Sehr geehrte Frau Präsident,
Meine Damen und Herren,
Wir kennen im Deutschen das Sprichwort: "Aller guten Dinge sind drei".
Es ist mir eine Ehre und Freude zugleich, nach 1973 und 1977 heute zum dritten Mal vor diesem Auditorium zu sprechen.
Dieses dritte Mal ist ein besonders "gut Ding", denn es gibt mir vor allem die Gelegenheit, Ihnen, Frau Präsident, persönlich zunächst sehr herzlich zur Verleihung des internationalen Karlspreises zu gratulieren.
Es ist ein "gut Ding", denn Sie erhalten einen Titel verbrieft, den ich hier vor acht Jahren bei der Verleihung an Professor Salvador de Madariaga als den schönsten Ehrentitel bezeichnete, den es seit dem Kriege in den einstigen Ländern Karls des Großen gibt: Es ist der eines "Großen Europäers".
Und es ist der guten Dinge drei, daß mit Ihnen die Liste der vierundzwanzig Preisträger einen neuen Glanz erhält: Ich möchte sagen, endlich eine Frau.
Einen zaghaften Versuch, den weiblichen Artikel in die Liste der Preisträger einzuführen, machte die Jury erstmals 1969, als sie den Titel an die Kommission der Europäischen Gemeinschaft verlieh.
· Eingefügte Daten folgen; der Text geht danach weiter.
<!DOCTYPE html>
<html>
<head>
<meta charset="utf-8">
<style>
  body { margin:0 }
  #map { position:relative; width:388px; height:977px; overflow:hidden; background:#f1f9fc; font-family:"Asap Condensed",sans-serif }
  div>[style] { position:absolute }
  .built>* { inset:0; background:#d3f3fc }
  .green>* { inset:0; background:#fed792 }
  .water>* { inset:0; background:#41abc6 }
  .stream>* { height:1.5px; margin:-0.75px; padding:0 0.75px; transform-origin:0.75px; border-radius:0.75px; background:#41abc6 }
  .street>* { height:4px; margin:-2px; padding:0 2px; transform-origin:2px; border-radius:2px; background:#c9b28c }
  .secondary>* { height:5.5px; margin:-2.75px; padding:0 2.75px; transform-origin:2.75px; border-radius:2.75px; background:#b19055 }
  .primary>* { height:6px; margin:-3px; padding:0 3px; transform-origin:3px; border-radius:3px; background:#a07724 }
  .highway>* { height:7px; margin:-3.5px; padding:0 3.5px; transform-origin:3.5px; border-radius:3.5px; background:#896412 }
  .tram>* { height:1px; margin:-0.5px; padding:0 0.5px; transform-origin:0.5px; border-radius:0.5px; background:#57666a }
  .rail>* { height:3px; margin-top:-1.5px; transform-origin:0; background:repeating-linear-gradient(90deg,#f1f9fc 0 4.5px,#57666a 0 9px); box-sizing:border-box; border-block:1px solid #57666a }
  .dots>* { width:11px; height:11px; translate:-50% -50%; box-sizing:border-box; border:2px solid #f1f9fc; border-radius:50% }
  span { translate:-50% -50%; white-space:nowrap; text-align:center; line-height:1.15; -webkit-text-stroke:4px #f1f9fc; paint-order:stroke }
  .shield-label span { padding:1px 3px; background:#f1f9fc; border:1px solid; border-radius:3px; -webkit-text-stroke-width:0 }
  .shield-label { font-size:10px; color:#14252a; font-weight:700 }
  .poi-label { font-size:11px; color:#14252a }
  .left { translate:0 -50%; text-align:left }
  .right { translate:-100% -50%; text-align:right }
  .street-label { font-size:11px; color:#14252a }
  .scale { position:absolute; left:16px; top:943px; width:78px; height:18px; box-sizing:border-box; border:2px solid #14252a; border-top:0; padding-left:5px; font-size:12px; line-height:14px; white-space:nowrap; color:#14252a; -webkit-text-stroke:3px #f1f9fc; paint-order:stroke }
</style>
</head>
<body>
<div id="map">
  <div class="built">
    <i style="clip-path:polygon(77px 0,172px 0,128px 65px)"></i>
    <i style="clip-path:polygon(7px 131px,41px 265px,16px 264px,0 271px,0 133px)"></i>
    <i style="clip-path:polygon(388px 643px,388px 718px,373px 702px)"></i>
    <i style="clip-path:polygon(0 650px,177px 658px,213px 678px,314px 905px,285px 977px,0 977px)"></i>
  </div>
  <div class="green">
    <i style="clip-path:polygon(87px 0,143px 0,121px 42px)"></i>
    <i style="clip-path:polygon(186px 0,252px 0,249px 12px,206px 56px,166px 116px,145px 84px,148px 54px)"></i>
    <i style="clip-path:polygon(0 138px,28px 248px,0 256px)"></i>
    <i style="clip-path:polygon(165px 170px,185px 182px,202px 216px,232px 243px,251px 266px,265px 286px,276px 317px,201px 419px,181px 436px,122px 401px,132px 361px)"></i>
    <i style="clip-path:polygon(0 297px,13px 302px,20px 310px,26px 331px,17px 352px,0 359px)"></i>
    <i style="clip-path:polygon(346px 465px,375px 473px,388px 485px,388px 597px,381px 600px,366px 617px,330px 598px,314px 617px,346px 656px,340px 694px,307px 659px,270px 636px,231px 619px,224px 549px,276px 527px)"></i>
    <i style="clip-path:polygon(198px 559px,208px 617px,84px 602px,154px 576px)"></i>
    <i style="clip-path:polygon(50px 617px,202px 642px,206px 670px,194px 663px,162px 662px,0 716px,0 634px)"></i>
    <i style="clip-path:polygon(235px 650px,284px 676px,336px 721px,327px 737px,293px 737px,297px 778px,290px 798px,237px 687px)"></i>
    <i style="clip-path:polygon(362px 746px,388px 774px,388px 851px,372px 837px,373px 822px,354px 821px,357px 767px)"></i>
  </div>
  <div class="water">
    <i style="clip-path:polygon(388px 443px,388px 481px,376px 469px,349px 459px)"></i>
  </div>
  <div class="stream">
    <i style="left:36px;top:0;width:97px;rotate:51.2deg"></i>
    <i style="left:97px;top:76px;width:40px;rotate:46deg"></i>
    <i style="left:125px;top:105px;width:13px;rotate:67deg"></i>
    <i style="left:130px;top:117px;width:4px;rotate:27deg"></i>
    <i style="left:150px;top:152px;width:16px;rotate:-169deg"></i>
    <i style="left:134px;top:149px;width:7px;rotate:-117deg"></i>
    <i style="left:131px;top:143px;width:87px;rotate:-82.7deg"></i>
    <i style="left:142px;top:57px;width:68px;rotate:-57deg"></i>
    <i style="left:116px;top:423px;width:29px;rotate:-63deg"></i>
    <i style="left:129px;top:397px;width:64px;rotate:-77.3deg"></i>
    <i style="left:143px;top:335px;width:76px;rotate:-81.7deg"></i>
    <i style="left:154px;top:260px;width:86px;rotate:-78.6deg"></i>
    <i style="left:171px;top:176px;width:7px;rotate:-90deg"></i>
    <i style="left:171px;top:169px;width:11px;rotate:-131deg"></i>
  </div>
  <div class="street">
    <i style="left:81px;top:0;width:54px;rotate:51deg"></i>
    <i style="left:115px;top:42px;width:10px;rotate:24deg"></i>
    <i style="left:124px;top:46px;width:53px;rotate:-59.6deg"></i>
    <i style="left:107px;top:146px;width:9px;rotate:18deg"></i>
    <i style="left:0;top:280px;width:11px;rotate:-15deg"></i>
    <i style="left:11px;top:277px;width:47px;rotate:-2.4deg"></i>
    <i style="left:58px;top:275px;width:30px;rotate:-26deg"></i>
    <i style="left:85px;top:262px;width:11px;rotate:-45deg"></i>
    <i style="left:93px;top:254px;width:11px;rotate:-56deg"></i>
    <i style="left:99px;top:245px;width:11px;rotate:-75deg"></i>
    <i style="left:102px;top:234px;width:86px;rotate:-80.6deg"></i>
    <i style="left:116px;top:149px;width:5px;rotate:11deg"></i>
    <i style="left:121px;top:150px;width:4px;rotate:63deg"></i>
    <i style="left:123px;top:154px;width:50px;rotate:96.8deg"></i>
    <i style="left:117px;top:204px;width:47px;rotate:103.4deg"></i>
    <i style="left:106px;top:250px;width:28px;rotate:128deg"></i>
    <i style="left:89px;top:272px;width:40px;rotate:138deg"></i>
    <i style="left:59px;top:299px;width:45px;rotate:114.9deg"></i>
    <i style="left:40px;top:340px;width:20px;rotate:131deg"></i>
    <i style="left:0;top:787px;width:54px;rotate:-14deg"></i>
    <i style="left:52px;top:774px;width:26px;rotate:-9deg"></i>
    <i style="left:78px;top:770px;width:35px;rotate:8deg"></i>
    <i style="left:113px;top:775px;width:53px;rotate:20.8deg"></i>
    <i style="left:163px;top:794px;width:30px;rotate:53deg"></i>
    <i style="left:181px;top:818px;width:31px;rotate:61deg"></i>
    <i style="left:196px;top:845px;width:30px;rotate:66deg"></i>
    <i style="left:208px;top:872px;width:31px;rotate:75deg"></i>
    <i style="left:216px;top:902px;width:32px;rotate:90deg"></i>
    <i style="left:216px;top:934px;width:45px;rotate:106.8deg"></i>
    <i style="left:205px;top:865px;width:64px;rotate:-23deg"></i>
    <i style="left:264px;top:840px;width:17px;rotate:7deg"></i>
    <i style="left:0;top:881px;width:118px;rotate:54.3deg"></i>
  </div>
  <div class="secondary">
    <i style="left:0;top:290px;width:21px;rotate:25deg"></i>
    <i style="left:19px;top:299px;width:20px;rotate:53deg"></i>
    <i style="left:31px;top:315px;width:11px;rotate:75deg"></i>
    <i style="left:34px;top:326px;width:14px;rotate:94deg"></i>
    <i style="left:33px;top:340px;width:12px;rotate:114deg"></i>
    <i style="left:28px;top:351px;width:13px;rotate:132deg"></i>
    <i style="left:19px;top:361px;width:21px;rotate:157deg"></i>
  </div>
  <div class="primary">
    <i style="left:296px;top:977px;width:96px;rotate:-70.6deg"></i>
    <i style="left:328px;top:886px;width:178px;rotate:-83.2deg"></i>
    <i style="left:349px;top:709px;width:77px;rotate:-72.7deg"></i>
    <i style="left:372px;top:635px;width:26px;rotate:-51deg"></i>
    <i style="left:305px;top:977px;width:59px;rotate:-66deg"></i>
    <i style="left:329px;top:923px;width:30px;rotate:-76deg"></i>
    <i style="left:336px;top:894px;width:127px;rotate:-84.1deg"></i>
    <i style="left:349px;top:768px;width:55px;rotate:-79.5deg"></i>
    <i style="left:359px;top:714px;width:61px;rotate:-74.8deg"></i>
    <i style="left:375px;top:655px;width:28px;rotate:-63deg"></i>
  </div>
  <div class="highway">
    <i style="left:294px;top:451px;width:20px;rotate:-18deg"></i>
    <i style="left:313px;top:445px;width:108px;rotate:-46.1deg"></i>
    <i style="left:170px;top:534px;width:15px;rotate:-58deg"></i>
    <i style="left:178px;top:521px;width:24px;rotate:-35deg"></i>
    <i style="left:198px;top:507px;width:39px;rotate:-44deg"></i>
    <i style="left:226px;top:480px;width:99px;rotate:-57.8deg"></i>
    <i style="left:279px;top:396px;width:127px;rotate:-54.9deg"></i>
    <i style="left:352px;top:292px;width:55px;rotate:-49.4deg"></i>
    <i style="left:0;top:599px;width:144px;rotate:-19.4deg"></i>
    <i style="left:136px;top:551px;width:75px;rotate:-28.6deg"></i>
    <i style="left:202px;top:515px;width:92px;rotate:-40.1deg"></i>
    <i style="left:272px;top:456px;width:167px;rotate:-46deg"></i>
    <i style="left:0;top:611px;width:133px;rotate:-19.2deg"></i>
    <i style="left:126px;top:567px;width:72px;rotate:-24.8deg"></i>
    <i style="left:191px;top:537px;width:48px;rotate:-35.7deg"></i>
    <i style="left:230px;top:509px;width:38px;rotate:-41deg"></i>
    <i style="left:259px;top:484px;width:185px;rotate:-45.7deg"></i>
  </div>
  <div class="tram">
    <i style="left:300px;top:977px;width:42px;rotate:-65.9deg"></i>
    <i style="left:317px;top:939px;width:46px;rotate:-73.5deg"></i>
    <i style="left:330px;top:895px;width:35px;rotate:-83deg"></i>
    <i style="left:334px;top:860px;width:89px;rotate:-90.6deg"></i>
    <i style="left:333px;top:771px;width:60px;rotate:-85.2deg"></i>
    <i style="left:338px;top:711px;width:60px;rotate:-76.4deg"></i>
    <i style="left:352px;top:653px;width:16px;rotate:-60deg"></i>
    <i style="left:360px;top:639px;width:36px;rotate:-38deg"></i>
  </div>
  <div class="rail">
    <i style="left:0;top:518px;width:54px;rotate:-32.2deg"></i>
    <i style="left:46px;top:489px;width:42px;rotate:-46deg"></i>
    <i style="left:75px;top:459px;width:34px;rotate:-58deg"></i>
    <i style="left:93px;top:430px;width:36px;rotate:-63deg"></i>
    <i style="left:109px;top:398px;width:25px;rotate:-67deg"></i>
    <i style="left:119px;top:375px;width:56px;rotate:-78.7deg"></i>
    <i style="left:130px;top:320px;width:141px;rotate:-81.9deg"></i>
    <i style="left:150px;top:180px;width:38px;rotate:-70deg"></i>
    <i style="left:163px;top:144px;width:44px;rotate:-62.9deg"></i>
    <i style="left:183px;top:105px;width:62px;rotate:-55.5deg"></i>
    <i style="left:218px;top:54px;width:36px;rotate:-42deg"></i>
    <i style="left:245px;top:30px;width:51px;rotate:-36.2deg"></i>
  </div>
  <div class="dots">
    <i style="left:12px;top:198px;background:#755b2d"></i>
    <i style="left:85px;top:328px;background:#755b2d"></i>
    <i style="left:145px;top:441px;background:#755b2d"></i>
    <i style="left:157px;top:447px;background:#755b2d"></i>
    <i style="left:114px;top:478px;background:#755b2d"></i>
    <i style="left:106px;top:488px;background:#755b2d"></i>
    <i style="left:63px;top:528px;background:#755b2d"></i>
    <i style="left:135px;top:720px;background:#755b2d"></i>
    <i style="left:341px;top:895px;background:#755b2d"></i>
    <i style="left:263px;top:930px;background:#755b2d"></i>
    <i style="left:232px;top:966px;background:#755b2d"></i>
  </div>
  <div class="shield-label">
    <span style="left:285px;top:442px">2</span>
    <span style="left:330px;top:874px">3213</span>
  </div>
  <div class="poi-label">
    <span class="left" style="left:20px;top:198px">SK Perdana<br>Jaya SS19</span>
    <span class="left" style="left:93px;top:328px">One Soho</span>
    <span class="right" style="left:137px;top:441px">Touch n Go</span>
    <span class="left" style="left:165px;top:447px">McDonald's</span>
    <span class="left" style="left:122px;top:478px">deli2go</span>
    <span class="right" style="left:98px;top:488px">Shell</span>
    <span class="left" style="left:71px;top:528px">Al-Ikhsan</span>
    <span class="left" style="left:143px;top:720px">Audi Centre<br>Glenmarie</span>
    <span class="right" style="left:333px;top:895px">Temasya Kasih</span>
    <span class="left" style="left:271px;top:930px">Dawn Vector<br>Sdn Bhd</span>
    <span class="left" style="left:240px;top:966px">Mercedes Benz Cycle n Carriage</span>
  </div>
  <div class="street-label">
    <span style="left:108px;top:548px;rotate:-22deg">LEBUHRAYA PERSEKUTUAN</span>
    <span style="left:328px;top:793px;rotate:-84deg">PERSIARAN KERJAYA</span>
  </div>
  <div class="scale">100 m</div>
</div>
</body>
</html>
Aber an das weibliche Geschlecht mochte da niemand denken, schließlich wurde die Auszeichnung auch einem männlichen Vertreter der Kommission übergeben.
Nun, ich weiß – und wir haben ja die Begründung für die Auszeichnung soeben gehört -, daß das Geschlecht auch dieses Jahr keine Rolle spielte. Ein glücklicher Zufall also? Glücklich gewiß! Aber Zufall?
Die Stadt Aachen verleiht sei 1950 den Internationalen Karlspreis. Seine Existenz verdankt er Aachener Bürgern, die vor dreißig Jahren schon praktizierten, was wir heute gerne allgemein verwirklicht sähen: europäisches Denken und europäisches Handeln. Eine frühe Bürgerinitiative also! Die Initiative in einer Stadt,
-die im Laufe der Geschichte Europa mehrfach als Wechselbad erlebt hat;
-die Mittelpunkt des fränkischen Reiches unter Karl dem Großen war, aber erleben mußte, wie das Reich wieder zerfiel;
-die vierhundert Jahre Krönungsstätte des mittelalterlichen Reiches war;
-eine Stadt, deren Name sich mit drei europäischen Friedensverhandlungen verbindet:
1668 im Devolutionskrieg zwischen Spanien und Frankreich
1748 im österreichischen Erbfolgekrieg,
1818, als die Nachkriegspolitik gegenüber dem besiegten Frankreich Napoleons beraten wurde. In dem Protokoll von damals hieß es, daß das freie, gleichberechtigte Frankreich wieder die Stellung einnehmen sollte, "die ihm im System von Europa gebührt". Es ist das Wort des damaligen französischen Ministerpräsidenten Herzog von Richelieu überliefert, der vor der Unterzeichnung an Ludwig XVIII berichtet hatte: "Ich beginne zu glauben, daß es möglich sein wird, um Europa ein föderalistisches Band zu knüpfen, zu dem auch Frankreich gehören wird ..."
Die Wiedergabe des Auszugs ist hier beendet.